Uma nova demanda por serviços jurídicos, nascida da crise econômica, provoca o surgimento de mais uma área de contencioso nos escritórios de advocacia. Empresas cujos executivos são acusados de má gestão em processos judiciais impetrados por acionistas estão cobrando - em alguns casos na Justiça - as seguradoras com as quais fecharam contratos de seguro de "directors & officers".

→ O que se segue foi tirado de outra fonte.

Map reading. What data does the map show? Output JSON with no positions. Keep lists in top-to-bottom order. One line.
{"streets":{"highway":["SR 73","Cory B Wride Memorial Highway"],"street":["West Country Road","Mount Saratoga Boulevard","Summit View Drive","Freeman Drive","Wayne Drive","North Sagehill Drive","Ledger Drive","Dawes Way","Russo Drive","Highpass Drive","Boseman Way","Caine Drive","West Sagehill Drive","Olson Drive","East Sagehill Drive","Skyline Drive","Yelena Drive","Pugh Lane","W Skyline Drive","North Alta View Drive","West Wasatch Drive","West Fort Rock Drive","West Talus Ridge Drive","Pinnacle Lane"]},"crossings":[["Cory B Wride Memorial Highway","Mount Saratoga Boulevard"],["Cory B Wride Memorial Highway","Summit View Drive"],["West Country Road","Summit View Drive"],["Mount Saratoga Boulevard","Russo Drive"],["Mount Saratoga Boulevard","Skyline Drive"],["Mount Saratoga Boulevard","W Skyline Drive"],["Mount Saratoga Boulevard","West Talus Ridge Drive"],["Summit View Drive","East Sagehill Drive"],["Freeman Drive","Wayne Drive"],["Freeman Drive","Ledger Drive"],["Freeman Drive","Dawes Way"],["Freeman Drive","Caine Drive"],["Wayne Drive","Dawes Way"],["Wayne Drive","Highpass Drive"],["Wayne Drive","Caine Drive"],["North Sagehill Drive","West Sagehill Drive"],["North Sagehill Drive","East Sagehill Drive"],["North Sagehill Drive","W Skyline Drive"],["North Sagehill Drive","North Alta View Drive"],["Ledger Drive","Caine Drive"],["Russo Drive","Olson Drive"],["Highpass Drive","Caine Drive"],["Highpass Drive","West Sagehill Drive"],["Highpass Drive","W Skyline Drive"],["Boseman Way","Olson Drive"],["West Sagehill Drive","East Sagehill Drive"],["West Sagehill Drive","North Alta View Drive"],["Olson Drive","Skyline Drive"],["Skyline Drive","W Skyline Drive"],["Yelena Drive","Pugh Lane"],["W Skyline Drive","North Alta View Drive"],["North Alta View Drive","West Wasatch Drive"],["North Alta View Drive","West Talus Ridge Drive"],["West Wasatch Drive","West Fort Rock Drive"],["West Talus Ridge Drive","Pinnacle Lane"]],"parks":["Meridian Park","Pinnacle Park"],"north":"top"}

Chamadas de D&O, essas apólices são contratadas pelas empresas para cobrir perdas sofridas por seus diretores e conselheiros ao enfrentarem ação de responsabilidade civil na Justiça motivada por seus atos. Até pouco tempo atrás de baixa demanda no Brasil, essas apólices passaram a ser mais procuradas nos últimos anos devido a um crescimento na responsabilização de executivos por atos de má gestão. Inicialmente, a partir da entrada em vigor do novo Código Civil, em 2002, que passou a permitir expressamente a descaracterização da personalidade jurídica das empresas para que ações de responsabilidade civil - como nas áreas de meio ambiente e direitos do consumidor - alcance o patrimônio pessoal de seus sócios. A partir de 2006, um aumento no uso da penhora on-line de contas bancárias por meio do sistema do Banco Central denominado Bacen-Jud, agilizou as ações de cobrança contra as empresas com o bloqueio dos recursos de seus sócios e administradores. Mais recentemente, a Procuradoria-Geral da Fazenda Nacional (PGFN) começou a incluir automaticamente os nomes dos sócios das empresas com débitos com o fisco nas certidões de dívida ativa - cabendo a eles provarem que não infringiram a lei. Agora, acionistas de companhias de capital aberto descobriram que é mais fácil e rápido receber indenizações supostamente devidas pelas empresas quando as ações judiciais são ajuizadas também contra seus donos e administradores.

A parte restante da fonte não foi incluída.